Optimizing weights with an unknown distribution

The easiest way to ask my question is by describing the scenario. It seems like a fun problem, but I’m not sure where to start.

For the description, let’s consider a set of data with 100,000 events. Assume there is a multiplicity distribution (Gaussian is fine) describing the number of particles in each event. Event one may have 10 particles, event two may have 4 particles, etc.

For each event we wish to make a calculation (call this an “event observable”) by summing all the particle data in said event. Per event, each particle in the event has an unknown parameter associated to it that, if optimized, would make the calculation “better”.

Here comes the catch: Each parameter for each particle is initialized to 1, and you have no knowledge of what the final distribution of your parameters should be. Further, you don’t know what the final distribution of your event observables should be.

There are two metrics to work with to determine how well your parameters are optimized.

  1. After creating a distribution of event observables, you can pass this distribution into a black box that will apply a series of corrections. If your parameters are optimized, the output distribution from the black box will look isotropic. The less optimized your parameters are, the less isotropic your black box output will be. Assume that deviations from the optimal parameter values monotonically change the isotropicity of the black box distribution.
  2. After creating a distribution of event observables, the distribution is randomly shuffled and split into two equal size distributions. Take the absolute difference between the two random samples; the more Gaussian the difference is, the better your parameters are.

Given this scenario, what technique would be best in determining the optimal parameter distribution?

Tagging @pablo while I think about it! Also will tag @Edgard since he likes these kind of problems.

@Sam, do you have any pictures of the distributions pre/post optimization? I know you tried a simple optimization with -1,0,1 (if I remember correctly)

Sure thing, here are the plots.

Just to clarify, this plot is the distribution of event observables with a weighting scheme of -1, 0, 1. The weights are assigned conditionally based on other observable information (rapidity in this case).

Here’s a plot of the distribution after going through the “black box” and applying corrections.

And do the weights have some physical interpretation? I can always shuffle data around to get a uniform distribution, but I presume that’s not enough lol

I wish. The weighting scheme is based on particle rapidity. If a particle is in a range of a reactions midrapidity region, the weight is set to 0. If the rapidity is larger than the midrapidity region, the weight is set to 1.

btw I’m performing this analysis in the lab frame. The -1 and 1 come from reflection symmetry in the center of mass frame, so the weights I have right now don’t really make sense.

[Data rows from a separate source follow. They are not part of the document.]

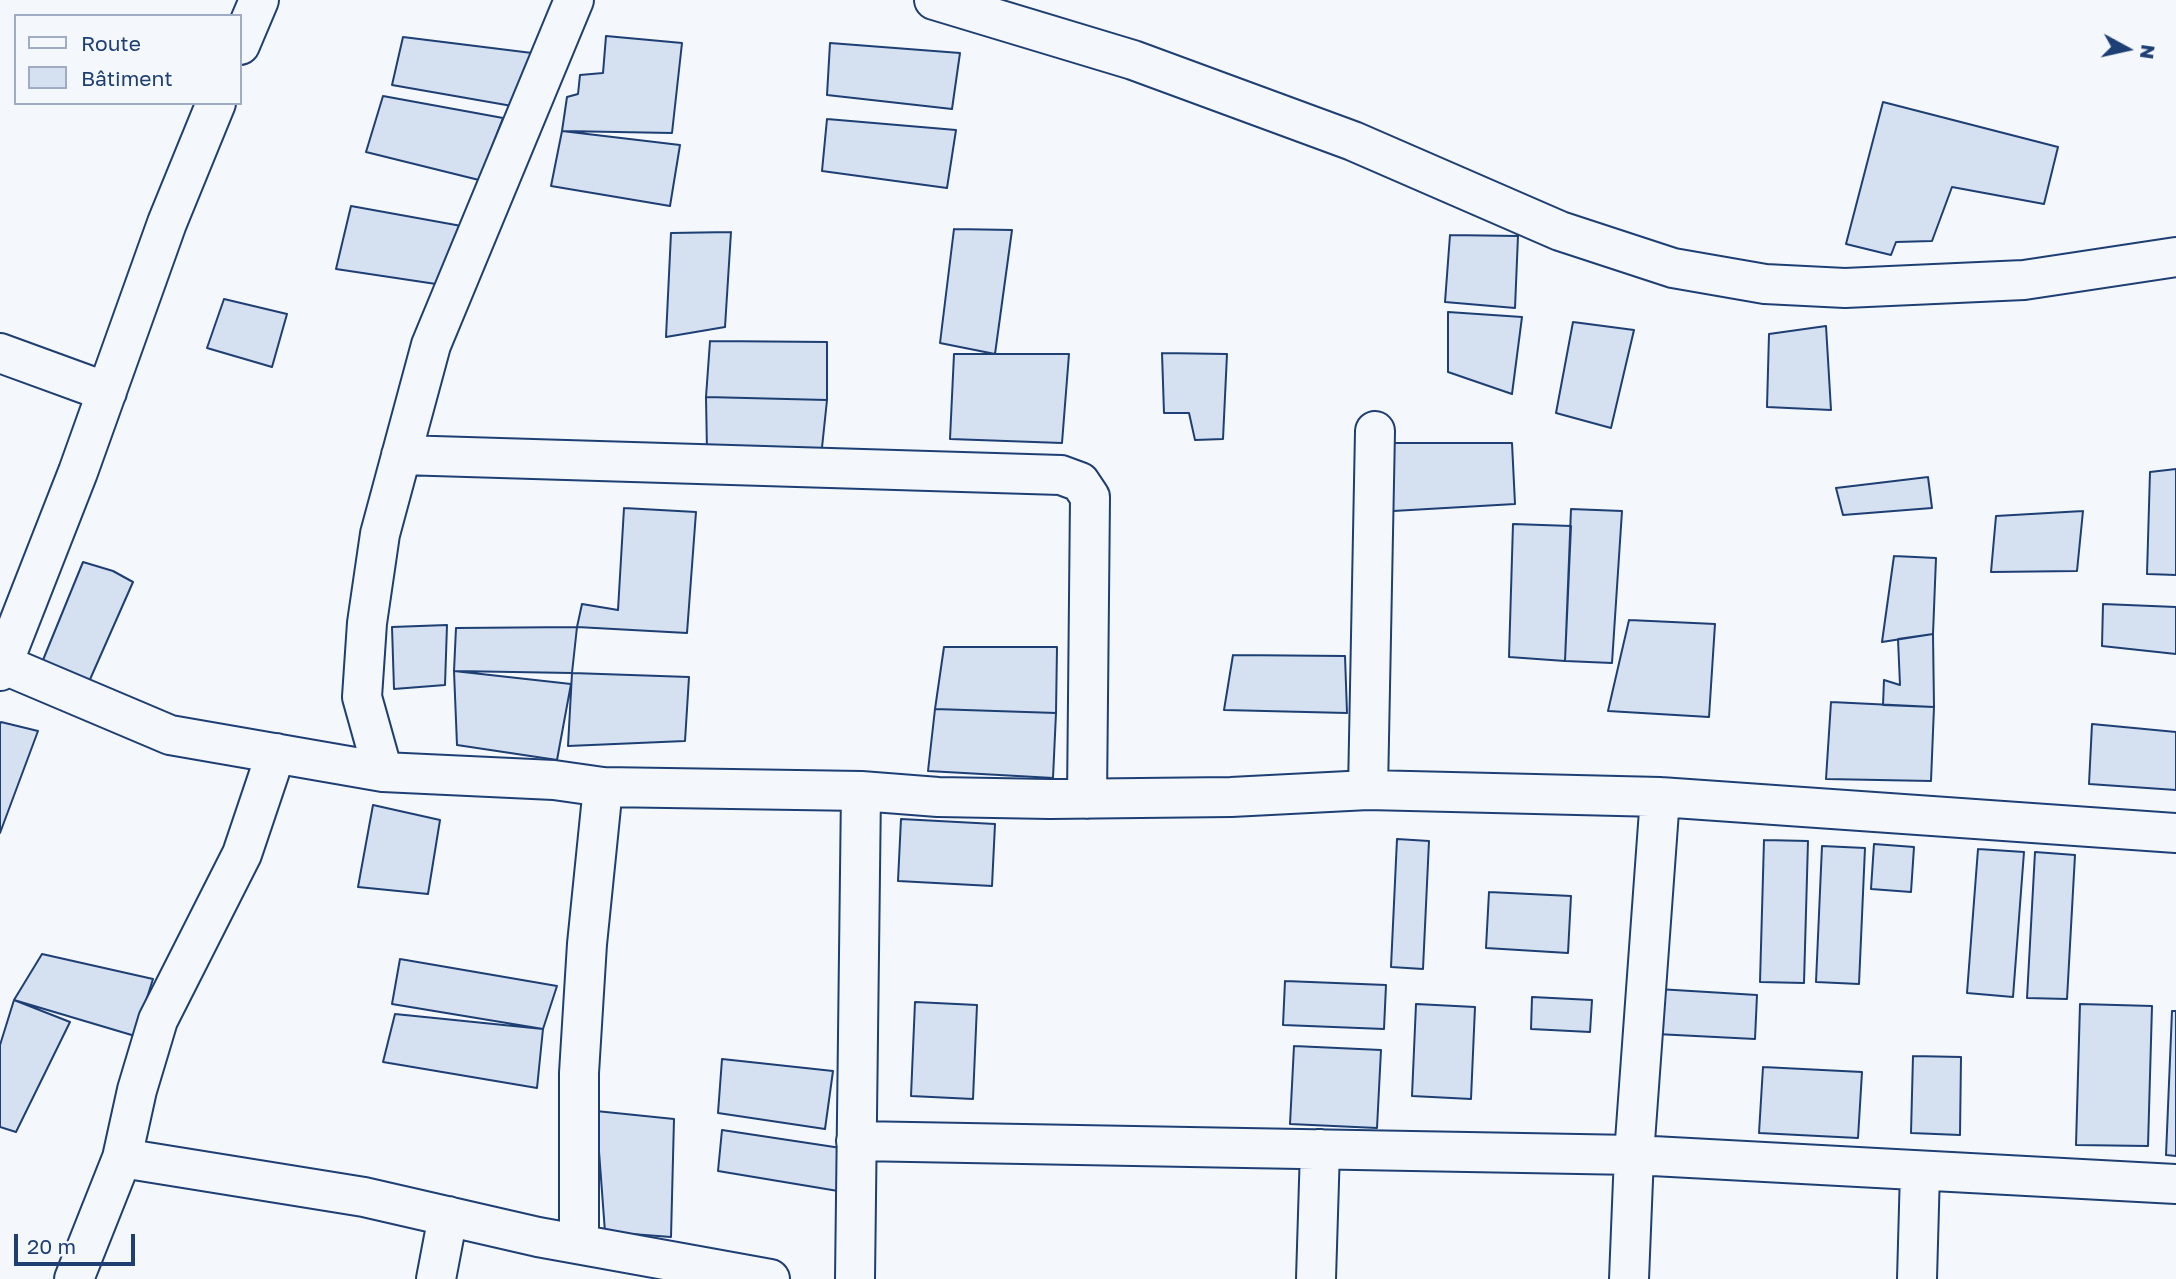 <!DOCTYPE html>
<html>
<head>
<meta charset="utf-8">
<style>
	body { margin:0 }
	#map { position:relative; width:2176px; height:1279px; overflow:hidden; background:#f4f7fb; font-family:"Golos Text",sans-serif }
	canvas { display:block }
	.legend { position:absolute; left:14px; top:14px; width:228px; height:91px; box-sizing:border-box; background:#f4f7fb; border:2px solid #9eadc5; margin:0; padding:9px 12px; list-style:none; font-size:21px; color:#1d3f73 }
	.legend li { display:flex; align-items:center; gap:14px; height:35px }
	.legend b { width:35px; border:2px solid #9eadc5 }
	.north { position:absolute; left:2092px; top:14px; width:70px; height:70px; -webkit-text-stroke:5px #f4f7fb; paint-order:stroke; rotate:98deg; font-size:19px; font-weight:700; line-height:28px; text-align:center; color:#1d3f73 }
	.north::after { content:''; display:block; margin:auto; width:24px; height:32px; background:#1d3f73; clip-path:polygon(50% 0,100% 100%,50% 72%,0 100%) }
	.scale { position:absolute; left:14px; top:1234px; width:121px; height:32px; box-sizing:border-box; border:4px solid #1d3f73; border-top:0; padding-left:9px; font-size:21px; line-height:24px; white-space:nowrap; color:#1d3f73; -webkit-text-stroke:5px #f4f7fb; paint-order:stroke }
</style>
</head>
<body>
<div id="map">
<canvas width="2176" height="1279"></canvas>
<ul class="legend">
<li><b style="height:9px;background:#f4f7fb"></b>Route</li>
<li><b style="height:19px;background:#d5e0f0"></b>Bâtiment</li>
</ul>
<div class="north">N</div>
<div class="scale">20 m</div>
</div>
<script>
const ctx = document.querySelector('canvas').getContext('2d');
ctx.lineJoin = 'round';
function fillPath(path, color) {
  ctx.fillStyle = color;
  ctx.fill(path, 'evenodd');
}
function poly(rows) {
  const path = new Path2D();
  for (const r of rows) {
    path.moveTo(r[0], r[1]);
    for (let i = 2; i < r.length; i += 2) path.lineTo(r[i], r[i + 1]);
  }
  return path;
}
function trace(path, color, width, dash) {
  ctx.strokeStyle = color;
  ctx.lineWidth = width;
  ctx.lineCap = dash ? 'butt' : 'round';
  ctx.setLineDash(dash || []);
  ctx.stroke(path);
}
const building = poly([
	[606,36,682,43,672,133,562,131,567,97,578,94,580,75,603,73,606,36],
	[403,37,532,53,512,106,392,85,403,37],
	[830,43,960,53,952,109,827,95,830,43],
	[383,96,503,118,479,180,366,152,383,96],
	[1883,102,2058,147,2044,204,1952,187,1932,241,1896,242,1891,255,1846,244,1883,102],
	[827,119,956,130,947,188,822,171,827,119],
	[562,131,680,145,670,206,551,186,562,131],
	[351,206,467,227,456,287,336,269,351,206],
	[954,229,1012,230,995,354,940,343,954,229],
	[731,232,725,327,666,337,671,233,731,232],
	[1450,235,1518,236,1515,308,1445,302,1450,235],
	[224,299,287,314,272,367,207,348,224,299],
	[1448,312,1522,317,1512,394,1448,372,1448,312],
	[1573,322,1634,330,1611,428,1556,413,1573,322],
	[1826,326,1831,410,1767,407,1769,334,1826,326],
	[710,341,827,342,827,400,706,397,710,341],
	[1162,353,1227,354,1223,439,1195,440,1189,413,1164,413,1162,353],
	[954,354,1069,354,1062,443,950,439,954,354],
	[706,397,827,400,821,457,707,452,706,397],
	[1390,443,1512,443,1515,504,1393,511,1390,443],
	[2176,469,2176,575,2147,574,2150,472,2176,469],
	[1928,477,1932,508,1843,515,1836,488,1928,477],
	[624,508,696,512,687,633,577,627,582,604,618,610,624,508],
	[1571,509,1622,511,1612,663,1565,661,1571,509],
	[2083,511,2077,571,1991,572,1996,516,2083,511],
	[1513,524,1571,526,1565,661,1509,657,1513,524],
	[1894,556,1936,558,1933,634,1882,642,1894,556],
	[83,562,113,571,133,582,84,693,43,660,83,562],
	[2103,604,2176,607,2176,654,2102,646,2103,604],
	[1629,620,1715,624,1709,717,1608,711,1629,620],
	[447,625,445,685,394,689,392,627,447,625],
	[577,627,572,673,454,671,456,628,577,627],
	[1933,634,1934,707,1883,705,1884,680,1900,685,1898,639,1933,634],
	[944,647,1057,647,1056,713,935,709,944,647],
	[1233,655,1345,656,1347,713,1224,710,1233,655],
	[454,671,571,684,557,760,457,745,454,671],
	[572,673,689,677,685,741,568,746,572,673],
	[1831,702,1934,707,1931,781,1826,779,1831,702],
	[935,709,1056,713,1053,778,928,771,935,709],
	[1,722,38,731,0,833,0,724,1,722],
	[2092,724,2176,732,2176,790,2089,784,2092,724],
	[373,805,440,820,428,894,358,887,373,805],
	[901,819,995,824,992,886,898,881,901,819],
	[1397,839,1429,841,1423,969,1391,967,1397,839],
	[1764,840,1808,841,1804,983,1760,982,1764,840],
	[1874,844,1914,847,1911,892,1871,889,1874,844],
	[1822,846,1865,848,1859,984,1816,982,1822,846],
	[1978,849,2024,852,2013,997,1967,993,1978,849],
	[2035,852,2075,855,2067,999,2027,998,2035,852],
	[1489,892,1571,896,1568,953,1486,948,1489,892],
	[42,954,153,979,135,1036,14,1000,42,954],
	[400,959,557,986,543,1029,392,1004,400,959],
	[1285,981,1386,985,1384,1029,1283,1025,1285,981],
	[1658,989,1757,995,1755,1039,1656,1034,1658,989],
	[1532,997,1592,1000,1590,1032,1531,1029,1532,997],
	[14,1000,70,1022,16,1132,0,1127,0,1045,14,1000],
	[915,1002,977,1005,973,1099,911,1096,915,1002],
	[1416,1004,1475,1007,1471,1099,1412,1096,1416,1004],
	[2080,1004,2152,1006,2148,1146,2076,1145,2080,1004],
	[2172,1011,2176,1011,2176,1156,2166,1155,2172,1011],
	[395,1014,543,1029,537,1088,383,1062,395,1014],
	[1294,1046,1381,1050,1377,1128,1290,1124,1294,1046],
	[1913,1056,1961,1057,1960,1135,1911,1133,1913,1056],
	[722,1059,833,1071,825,1129,718,1113,722,1059],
	[1763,1067,1862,1072,1858,1138,1759,1133,1763,1067],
	[596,1111,674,1119,671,1237,605,1232,596,1111],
	[722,1130,841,1148,838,1191,718,1171,722,1130]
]);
const minor = poly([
	[934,0,1133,60,1353,141,1560,231,1673,268,1765,284,1845,288,2024,280,2176,257],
	[240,45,259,0],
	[0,353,107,392],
	[401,455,1061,475,1080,482,1090,497,1087,799],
	[0,663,170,735,383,772,554,780,603,787,861,791,938,797,1050,799,1231,797,1368,790,1660,797,2176,833],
	[0,671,78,472,167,223,216,103],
	[383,772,362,697,367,623,380,534,431,345,574,0],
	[1368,790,1375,431],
	[856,1141,1634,1155,2176,1184],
	[122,1158,364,1197,538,1237,770,1279],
	[579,1244,579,1073,587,944,603,787],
	[74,1279,122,1158,137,1090,158,1020,242,854,276,753],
	[436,1279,448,1216],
	[855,1279,861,791],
	[1316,1279,1320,1149],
	[1629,1279,1634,1155,1660,797],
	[1917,1279,1920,1171]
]);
fillPath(building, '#d5e0f0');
trace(building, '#1d3f73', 2);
trace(minor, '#1d3f73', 42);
trace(minor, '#f4f7fb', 38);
</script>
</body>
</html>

Seems interesting, but I’m still uncertain on what is it that you want to calculate. I will ask a few clarifying questions to try to parse what is it that you’re looking to do:

  1. You have a collection of events. Each event can be modeled as an independent realization of the same experiment, is that correct?

  2. Each event is characterized by having a [discrete] number of “particles” that contribute to it. The number of particles of each event is not fixed, but it can be modeled as following some probability distribution. Is this still correct?

  3. For each event, you are extracting a quantity which you call an “event observable” that you are recording. What is this quantity, mathematically? you said it is a sum of “all the particle data” in an event, could you clarify?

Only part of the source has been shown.